Although the records contain pictures, only their text should be reproduced, exactly as written.

= Beginning of Section =

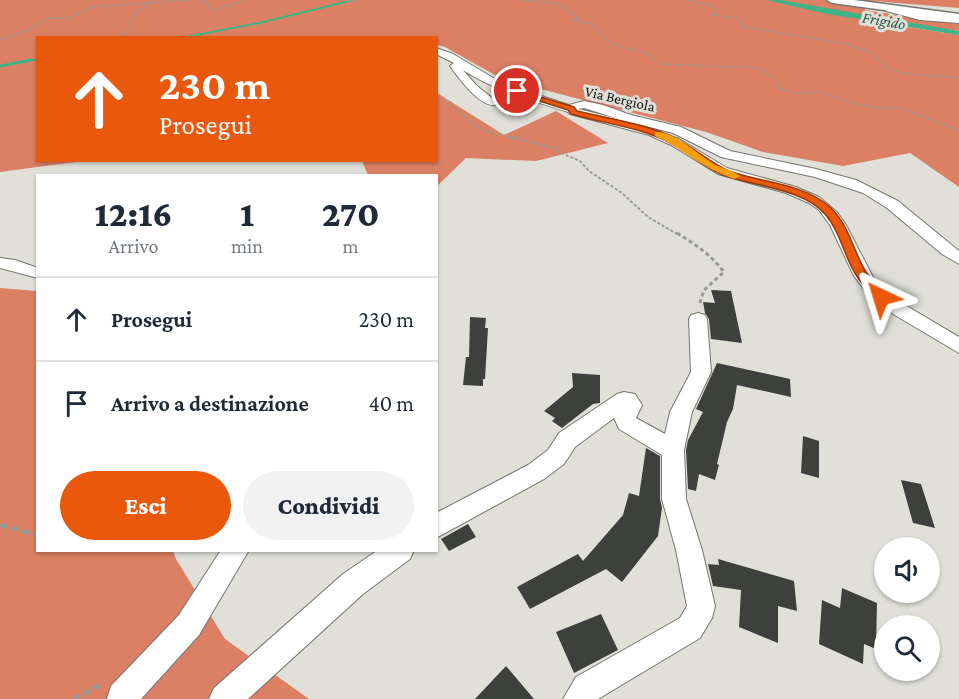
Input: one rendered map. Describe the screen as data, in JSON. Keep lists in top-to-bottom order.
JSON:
{
  "streets": {
    "street": ["Via Bergiola"]
  },
  "water": ["Frigido"],
  "page": {
    "turn": ["230 m", "Prosegui"],
    "eta": [
      "12:16",
      "Arrivo",
      "1",
      "min",
      "270",
      "m"
    ],
    "list": [
      {
        "name": "Prosegui",
        "value": "230 m"
      },
      {
        "name": "Arrivo a destinazione",
        "value": "40 m"
      }
    ],
    "buttons": ["Esci", "Condividi"]
  }
}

= End of Section =

▸ Response to this task
Input: one rendered map. Describe the screen as data, in JSON. Keep lists in top-to-bottom order.
JSON:
{
  "streets": {
    "street": ["Via Bergiola"]
  },
  "water": ["Frigido"],
  "page": {
    "turn": ["230 m", "Prosegui"],
    "eta": [
      "12:16",
      "Arrivo",
      "1",
      "min",
      "270",
      "m"
    ],
    "list": [
      {
        "name": "Prosegui",
        "value": "230 m"
      },
      {
        "name": "Arrivo a destinazione",
        "value": "40 m"
      }
    ],
    "buttons": ["Esci", "Condividi"]
  }
}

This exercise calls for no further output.